Nested RooSimultaneous PDFs - PDF Generation

Dear experts , this query is related to the post linked below , but slightly differnt.
Help Generating Dataset from Nested RooSimultaneous

So I am also trying to do what the OP in the above post was doing , I believe, trying to generate roodatasets using nested simultaneous PDFs.

Now, I am trying to do the same thing but with R.RooFit.Extended() option included.
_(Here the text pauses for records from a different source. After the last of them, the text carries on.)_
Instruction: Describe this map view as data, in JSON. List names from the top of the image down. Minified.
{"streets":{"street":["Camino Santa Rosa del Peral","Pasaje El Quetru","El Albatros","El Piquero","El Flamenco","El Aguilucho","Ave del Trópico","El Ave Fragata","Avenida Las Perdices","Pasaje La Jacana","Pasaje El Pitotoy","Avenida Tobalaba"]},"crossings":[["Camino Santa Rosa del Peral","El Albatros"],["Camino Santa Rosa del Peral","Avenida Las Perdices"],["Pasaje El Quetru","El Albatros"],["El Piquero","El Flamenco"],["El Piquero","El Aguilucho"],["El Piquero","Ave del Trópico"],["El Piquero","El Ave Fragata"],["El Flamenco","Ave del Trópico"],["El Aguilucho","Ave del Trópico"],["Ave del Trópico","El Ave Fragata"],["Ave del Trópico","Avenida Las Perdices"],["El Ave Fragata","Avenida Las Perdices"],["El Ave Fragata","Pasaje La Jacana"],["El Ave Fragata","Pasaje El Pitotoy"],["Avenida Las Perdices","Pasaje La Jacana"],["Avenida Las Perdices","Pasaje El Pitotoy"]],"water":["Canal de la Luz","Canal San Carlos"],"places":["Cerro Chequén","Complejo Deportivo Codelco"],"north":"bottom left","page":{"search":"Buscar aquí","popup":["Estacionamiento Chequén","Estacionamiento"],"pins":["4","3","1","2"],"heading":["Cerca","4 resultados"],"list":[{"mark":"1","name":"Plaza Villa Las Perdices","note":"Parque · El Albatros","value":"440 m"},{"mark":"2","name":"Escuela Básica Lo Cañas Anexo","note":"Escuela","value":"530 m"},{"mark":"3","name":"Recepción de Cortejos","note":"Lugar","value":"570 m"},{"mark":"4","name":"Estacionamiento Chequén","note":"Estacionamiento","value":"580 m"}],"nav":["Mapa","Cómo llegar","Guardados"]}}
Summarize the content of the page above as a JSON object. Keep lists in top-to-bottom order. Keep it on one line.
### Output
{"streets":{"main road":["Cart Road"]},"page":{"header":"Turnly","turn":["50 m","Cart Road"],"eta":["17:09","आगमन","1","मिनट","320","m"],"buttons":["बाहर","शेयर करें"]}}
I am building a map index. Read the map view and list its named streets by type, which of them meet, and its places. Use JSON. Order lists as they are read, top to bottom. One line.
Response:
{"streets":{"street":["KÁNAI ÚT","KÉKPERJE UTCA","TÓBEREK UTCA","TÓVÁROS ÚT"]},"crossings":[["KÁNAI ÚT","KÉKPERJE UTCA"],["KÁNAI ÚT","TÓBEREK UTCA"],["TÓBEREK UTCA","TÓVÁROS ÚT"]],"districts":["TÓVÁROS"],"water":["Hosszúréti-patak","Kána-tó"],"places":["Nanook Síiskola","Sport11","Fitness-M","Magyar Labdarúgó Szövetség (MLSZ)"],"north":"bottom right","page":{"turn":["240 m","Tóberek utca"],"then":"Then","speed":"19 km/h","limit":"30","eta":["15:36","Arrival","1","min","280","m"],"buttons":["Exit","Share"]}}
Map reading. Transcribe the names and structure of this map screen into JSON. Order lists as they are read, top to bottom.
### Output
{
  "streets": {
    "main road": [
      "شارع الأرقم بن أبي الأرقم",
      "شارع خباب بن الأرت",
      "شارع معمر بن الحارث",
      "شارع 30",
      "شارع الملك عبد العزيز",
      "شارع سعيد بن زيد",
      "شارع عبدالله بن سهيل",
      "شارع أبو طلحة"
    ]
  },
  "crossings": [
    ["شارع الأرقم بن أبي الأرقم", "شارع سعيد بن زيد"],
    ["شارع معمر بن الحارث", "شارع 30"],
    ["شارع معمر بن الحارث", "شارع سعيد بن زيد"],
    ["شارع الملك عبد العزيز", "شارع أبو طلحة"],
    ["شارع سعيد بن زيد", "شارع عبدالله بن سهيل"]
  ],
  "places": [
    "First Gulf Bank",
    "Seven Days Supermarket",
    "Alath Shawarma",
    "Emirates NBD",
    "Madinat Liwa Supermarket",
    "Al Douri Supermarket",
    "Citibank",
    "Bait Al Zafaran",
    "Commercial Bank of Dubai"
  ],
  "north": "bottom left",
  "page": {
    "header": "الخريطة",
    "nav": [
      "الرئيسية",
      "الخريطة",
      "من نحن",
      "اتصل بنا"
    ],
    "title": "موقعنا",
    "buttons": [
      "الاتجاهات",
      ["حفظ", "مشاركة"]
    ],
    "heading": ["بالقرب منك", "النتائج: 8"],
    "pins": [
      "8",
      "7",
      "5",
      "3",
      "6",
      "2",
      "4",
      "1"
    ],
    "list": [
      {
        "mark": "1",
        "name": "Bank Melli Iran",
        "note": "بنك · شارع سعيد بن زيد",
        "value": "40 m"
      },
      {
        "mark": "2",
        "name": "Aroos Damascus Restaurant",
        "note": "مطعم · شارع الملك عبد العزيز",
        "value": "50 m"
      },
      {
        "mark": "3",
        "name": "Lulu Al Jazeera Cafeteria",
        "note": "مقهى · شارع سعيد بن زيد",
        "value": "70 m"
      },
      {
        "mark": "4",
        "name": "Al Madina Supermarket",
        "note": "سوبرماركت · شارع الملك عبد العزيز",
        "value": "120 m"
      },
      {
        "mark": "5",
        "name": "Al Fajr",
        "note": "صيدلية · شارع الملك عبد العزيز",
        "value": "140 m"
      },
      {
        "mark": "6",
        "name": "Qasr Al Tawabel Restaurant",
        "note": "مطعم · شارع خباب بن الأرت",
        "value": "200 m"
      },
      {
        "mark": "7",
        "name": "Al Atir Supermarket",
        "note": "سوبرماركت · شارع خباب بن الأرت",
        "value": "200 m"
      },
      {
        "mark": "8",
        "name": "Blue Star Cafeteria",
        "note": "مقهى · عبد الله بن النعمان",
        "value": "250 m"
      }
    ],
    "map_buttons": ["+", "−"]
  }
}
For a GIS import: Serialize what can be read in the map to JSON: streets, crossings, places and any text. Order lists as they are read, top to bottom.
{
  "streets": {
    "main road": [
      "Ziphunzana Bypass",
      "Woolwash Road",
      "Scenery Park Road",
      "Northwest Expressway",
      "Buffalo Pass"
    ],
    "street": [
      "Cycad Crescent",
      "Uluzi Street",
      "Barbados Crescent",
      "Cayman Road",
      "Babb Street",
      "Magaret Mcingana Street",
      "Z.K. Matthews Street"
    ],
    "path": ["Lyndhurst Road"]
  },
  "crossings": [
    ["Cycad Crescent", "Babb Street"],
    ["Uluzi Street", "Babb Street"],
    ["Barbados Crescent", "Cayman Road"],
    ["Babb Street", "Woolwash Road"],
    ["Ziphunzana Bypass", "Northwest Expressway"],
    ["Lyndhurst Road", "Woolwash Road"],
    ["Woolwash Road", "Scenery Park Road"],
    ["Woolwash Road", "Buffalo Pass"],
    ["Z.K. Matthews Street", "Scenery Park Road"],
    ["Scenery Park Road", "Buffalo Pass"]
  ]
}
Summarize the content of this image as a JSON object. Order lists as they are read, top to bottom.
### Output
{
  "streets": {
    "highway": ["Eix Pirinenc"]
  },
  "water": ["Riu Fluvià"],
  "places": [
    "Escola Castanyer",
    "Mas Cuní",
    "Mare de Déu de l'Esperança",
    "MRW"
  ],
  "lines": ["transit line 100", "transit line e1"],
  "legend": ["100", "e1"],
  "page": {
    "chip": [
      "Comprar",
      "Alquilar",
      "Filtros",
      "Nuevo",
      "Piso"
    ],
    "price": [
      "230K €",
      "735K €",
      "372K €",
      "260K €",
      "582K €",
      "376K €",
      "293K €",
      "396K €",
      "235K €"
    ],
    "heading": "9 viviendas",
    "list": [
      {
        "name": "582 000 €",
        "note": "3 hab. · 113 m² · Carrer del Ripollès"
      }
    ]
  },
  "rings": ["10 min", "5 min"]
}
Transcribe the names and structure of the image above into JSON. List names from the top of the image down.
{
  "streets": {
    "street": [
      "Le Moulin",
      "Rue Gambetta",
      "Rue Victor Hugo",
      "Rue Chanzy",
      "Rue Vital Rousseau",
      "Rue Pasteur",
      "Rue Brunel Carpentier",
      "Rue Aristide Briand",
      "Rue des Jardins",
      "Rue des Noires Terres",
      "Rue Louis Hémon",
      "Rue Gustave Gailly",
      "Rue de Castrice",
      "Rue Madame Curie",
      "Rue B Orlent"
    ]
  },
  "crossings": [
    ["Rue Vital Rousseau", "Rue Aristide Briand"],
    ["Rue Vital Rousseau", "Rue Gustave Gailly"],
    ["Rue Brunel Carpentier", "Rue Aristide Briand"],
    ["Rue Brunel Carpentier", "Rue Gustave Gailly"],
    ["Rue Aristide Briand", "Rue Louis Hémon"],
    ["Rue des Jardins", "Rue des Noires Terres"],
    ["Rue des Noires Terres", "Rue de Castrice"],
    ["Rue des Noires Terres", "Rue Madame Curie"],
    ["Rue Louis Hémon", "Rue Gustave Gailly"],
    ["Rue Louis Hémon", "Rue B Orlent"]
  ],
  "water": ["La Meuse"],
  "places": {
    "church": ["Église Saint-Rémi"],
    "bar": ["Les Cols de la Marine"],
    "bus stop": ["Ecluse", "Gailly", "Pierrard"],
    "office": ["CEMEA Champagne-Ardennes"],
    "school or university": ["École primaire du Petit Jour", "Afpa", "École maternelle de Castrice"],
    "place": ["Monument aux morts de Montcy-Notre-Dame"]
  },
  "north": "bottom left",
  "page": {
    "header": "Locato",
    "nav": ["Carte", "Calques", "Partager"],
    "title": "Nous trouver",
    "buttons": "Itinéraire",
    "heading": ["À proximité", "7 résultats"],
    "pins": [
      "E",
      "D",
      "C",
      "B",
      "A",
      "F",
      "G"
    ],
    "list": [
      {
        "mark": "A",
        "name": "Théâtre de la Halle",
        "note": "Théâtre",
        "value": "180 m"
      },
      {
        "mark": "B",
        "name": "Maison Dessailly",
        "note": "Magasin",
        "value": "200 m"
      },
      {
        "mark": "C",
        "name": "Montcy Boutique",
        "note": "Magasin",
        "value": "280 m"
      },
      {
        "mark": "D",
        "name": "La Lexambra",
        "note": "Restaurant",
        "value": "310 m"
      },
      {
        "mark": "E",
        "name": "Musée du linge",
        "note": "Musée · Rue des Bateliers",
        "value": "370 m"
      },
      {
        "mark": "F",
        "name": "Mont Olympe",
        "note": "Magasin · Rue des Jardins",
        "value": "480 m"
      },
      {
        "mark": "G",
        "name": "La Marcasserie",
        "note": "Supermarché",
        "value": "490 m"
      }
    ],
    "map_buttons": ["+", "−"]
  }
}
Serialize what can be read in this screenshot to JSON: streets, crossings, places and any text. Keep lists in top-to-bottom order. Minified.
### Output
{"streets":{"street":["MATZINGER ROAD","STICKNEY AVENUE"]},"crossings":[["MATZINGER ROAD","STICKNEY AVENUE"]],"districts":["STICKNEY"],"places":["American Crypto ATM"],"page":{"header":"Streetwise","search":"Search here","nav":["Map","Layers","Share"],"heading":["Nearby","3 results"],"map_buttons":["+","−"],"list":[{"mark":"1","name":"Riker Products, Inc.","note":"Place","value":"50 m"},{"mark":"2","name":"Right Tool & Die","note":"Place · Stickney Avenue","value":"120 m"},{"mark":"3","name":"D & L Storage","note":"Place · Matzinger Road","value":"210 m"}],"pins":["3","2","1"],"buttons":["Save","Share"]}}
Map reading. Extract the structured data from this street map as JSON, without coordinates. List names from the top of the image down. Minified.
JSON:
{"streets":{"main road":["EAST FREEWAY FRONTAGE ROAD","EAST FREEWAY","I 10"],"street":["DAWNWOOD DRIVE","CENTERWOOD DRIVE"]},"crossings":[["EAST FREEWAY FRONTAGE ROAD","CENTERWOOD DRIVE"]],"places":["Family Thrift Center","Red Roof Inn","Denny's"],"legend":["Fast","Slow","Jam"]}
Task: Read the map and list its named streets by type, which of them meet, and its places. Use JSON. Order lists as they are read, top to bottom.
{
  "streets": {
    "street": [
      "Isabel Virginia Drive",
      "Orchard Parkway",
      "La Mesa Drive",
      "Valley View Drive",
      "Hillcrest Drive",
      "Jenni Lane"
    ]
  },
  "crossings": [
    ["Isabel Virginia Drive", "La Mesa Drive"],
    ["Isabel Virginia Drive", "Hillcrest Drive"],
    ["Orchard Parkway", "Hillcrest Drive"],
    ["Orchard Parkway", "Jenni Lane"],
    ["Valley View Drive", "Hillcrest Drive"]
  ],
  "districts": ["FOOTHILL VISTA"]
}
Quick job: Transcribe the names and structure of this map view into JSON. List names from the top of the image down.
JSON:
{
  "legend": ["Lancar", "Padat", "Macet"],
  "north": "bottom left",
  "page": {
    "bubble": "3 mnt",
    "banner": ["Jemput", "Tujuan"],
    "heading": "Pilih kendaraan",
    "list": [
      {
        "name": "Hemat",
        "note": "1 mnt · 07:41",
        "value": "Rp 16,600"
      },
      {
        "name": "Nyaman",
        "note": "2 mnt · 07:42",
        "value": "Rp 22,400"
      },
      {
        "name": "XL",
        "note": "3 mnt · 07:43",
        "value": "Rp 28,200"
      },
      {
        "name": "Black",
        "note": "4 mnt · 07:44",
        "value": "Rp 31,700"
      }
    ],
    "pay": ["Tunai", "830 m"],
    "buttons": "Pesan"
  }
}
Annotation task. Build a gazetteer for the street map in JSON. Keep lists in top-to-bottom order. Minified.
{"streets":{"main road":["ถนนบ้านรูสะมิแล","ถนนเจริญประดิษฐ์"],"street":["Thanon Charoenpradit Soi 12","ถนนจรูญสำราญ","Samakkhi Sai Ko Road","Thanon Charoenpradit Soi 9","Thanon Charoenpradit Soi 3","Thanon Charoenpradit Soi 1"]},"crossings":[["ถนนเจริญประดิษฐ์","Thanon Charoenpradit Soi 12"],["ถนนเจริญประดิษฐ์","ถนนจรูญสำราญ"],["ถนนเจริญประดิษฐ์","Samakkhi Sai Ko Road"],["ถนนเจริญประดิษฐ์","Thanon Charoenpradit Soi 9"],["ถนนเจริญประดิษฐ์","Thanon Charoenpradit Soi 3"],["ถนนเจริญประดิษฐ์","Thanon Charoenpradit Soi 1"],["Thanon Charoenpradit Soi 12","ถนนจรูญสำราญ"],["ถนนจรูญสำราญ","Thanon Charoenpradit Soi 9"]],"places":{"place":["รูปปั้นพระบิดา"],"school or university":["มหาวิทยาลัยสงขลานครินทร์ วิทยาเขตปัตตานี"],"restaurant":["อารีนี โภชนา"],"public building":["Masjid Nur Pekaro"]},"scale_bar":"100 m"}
reso_ws.factory("tagflav[B0,B0bar]")
reso_ws.factory("qr[qr0,qr1,qr2,qr3,qr4,qr5,qr6]")
obs_names = ["deltat", "tagflav", "deltaterr", "r", "mod_mbc", "deltae", "csobdtmu"]
obs_td = R.RooArgSet()
for name in obs_names:
obs_td.add(reso_ws[name])
obs_td.add(reso_ws.obj("qr"))   *# <-- crucial*
R.RooRandom.randomGenerator().SetSeed(23414)
*# ----------------- Create inner SIMUL PDFs per tag -----------------*
reso_ws.factory("
SIMUL::simPdf_sig_btag_all_qr(qr,
    qr0=ext_sig_pdf_td_btag_qr0,
    qr1=ext_sig_pdf_td_btag_qr1,
    qr2=ext_sig_pdf_td_btag_qr2,
    qr3=ext_sig_pdf_td_btag_qr3,
    qr4=ext_sig_pdf_td_btag_qr4,
    qr5=ext_sig_pdf_td_btag_qr5,
    qr6=ext_sig_pdf_td_btag_qr6
)
")

reso_ws.factory("
SIMUL::simPdf_sig_bartag_all_qr(qr,
qr0=ext_sig_pdf_td_bartag_qr0,
qr1=ext_sig_pdf_td_bartag_qr1,
qr2=ext_sig_pdf_td_bartag_qr2,
qr3=ext_sig_pdf_td_bartag_qr3,
qr4=ext_sig_pdf_td_bartag_qr4,
qr5=ext_sig_pdf_td_bartag_qr5,
qr6=ext_sig_pdf_td_bartag_qr6
)
")

reso_ws.factory("
SIMUL::simPdf_sig(tagflav,
    B0=simPdf_sig_btag_all_qr,
    B0bar=simPdf_sig_bartag_all_qr
)
")

*`# Get the top-level SIMUL PDF`*
simul_pdf = reso_ws.pdf("simPdf_sig")
super_cat_sig = simul_pdf.indexCat()

gen_dataset = simul_pdf.generate(
R.RooArgSet(obs_td),`
R.RooFit.AutoBinned(0),
R.RooFit.Extended(),    *# Poisson-fluctuated*
R.RooFit.Verbose()
)

All the ext_ pdfs are extended pdfs (14)

Now, the yield I am giving is 834, but the poisson fluctuation yield is almost half of that 476.

What am I doing wrong?
PFA the output of my geneartor

gen.txt (4.4 KB)

Maybe @jonas can take a look

Continuing the discussion from Nested RooSimultaneous PDFs - PDF Generation

Also, when I do this , I am getting unusually large events, like 2923+2960 = 5883.0 instead of ~ 456!!!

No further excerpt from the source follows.